Dynamics Modeling in Sound Mixtures
Gautham J. Mysore
In order to accurately model sounds, we need to exploit as much structure as possible. Dictionary learning methods such as non-negative matrix factorization (NMF) and probabilistic latent component analysis (PLCA) do a good job of modeling the spectral structure of sounds. However, they fail to provide a statistical description of the temporal structure (dynamics) of sounds. The importance of dynamics is demonstrated by the use of hidden Markov models (HMMs) in speech recognition. However, HMMs have a rigid observation model that is not amenable to capture variations in spectral structure of different occurrences of a single state. We propose a novel algorithm for jointly learning the spectral structure as well as a statistical description of the dynamics of sounds. In this algorithm, rather than learning a single dictionary to characterize spectral structure, we learn several small dictionaries to describe different aspects of the sound.

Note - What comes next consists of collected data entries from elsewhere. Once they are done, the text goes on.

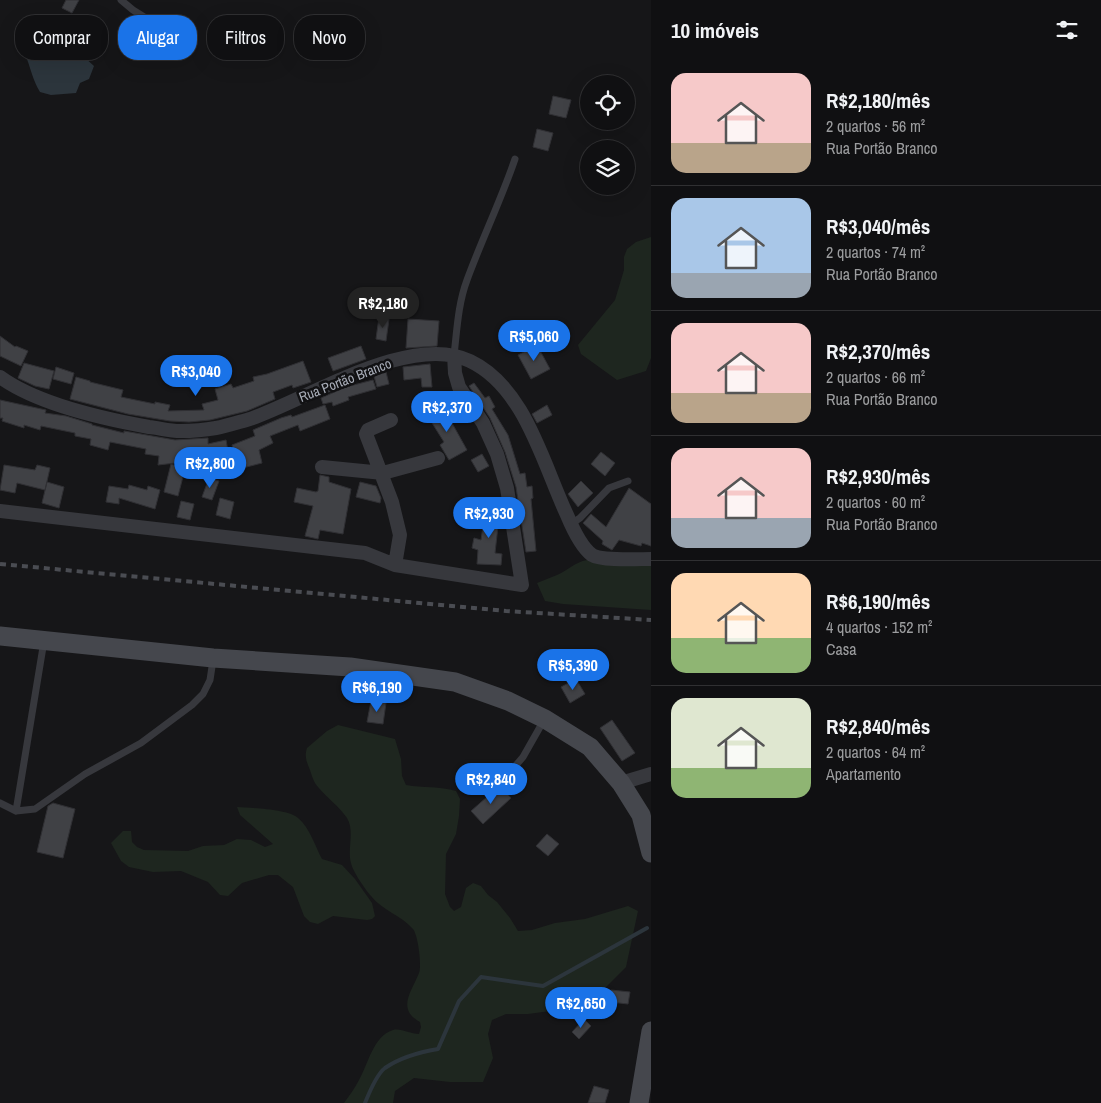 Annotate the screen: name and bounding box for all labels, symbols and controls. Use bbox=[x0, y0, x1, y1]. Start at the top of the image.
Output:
chip: Comprar bbox=[15, 15, 108, 60]
chip: Alugar bbox=[118, 15, 197, 60]
chip: Filtros bbox=[207, 15, 284, 60]
chip: Novo bbox=[294, 15, 365, 60]
text: 10 imóveis bbox=[671, 16, 759, 45]
icon: filters bbox=[1053, 16, 1081, 44]
map controls bbox=[580, 75, 635, 195]
button: locate bbox=[580, 75, 635, 130]
text: R$2,180/mês bbox=[826, 86, 930, 115]
icon: home bbox=[711, 93, 771, 153]
text: 2 quartos · 56 m² bbox=[826, 115, 925, 137]
text: Rua Portão Branco bbox=[826, 137, 938, 159]
button: layers bbox=[580, 140, 635, 195]
text: R$3,040/mês bbox=[826, 212, 930, 241]
icon: home bbox=[711, 218, 771, 278]
text: 2 quartos · 74 m² bbox=[826, 241, 925, 263]
text: Rua Portão Branco bbox=[826, 263, 938, 285]
pin: R$2,180 bbox=[337, 286, 429, 329]
text: R$2,180 bbox=[358, 292, 408, 314]
pin: R$5,060 bbox=[488, 320, 580, 362]
text: R$5,060 bbox=[509, 325, 559, 347]
text: R$2,370/mês bbox=[826, 337, 930, 366]
icon: home bbox=[711, 343, 771, 403]
pin: R$3,040 bbox=[150, 354, 242, 397]
street label: Rua Portão Branco bbox=[296, 354, 394, 406]
text: R$3,040 bbox=[171, 360, 221, 382]
text: 2 quartos · 66 m² bbox=[826, 366, 925, 388]
text: Rua Portão Branco bbox=[826, 388, 938, 410]
pin: R$2,370 bbox=[401, 390, 493, 433]
text: R$2,370 bbox=[422, 396, 472, 418]
pin: R$2,800 bbox=[164, 446, 256, 489]
text: R$2,800 bbox=[185, 452, 235, 474]
text: R$2,930/mês bbox=[826, 462, 930, 491]
icon: home bbox=[711, 468, 771, 528]
text: 2 quartos · 60 m² bbox=[826, 491, 925, 513]
pin: R$2,930 bbox=[443, 496, 535, 539]
text: R$2,930 bbox=[464, 502, 514, 524]
text: Rua Portão Branco bbox=[826, 513, 938, 535]
text: R$6,190/mês bbox=[826, 587, 930, 616]
icon: home bbox=[711, 593, 771, 653]
text: 4 quartos · 152 m² bbox=[826, 616, 932, 638]
text: Casa bbox=[826, 638, 857, 660]
pin: R$5,390 bbox=[527, 648, 619, 691]
text: R$5,390 bbox=[548, 654, 598, 676]
pin: R$6,190 bbox=[331, 670, 423, 713]
text: R$6,190 bbox=[352, 676, 402, 698]
text: R$2,840/mês bbox=[826, 712, 930, 741]
icon: home bbox=[711, 718, 771, 778]
text: 2 quartos · 64 m² bbox=[826, 741, 925, 763]
pin: R$2,840 bbox=[445, 762, 537, 805]
text: Apartamento bbox=[826, 763, 901, 785]
text: R$2,840 bbox=[466, 768, 516, 790]
pin: R$2,650 bbox=[535, 986, 627, 1029]
text: R$2,650 bbox=[556, 992, 606, 1014]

We also jointly learn a Markov chain to describe the dynamics between the dictionaries. We then propose a method of combining models of individual sounds with an additive interaction model. This gives us a model of multiple sound sources that incorporates spectral and temporal structure of both sources. This is a general model for mixtures of sounds and can be used for various inference tasks. We discuss the application of this algorithm to source separation.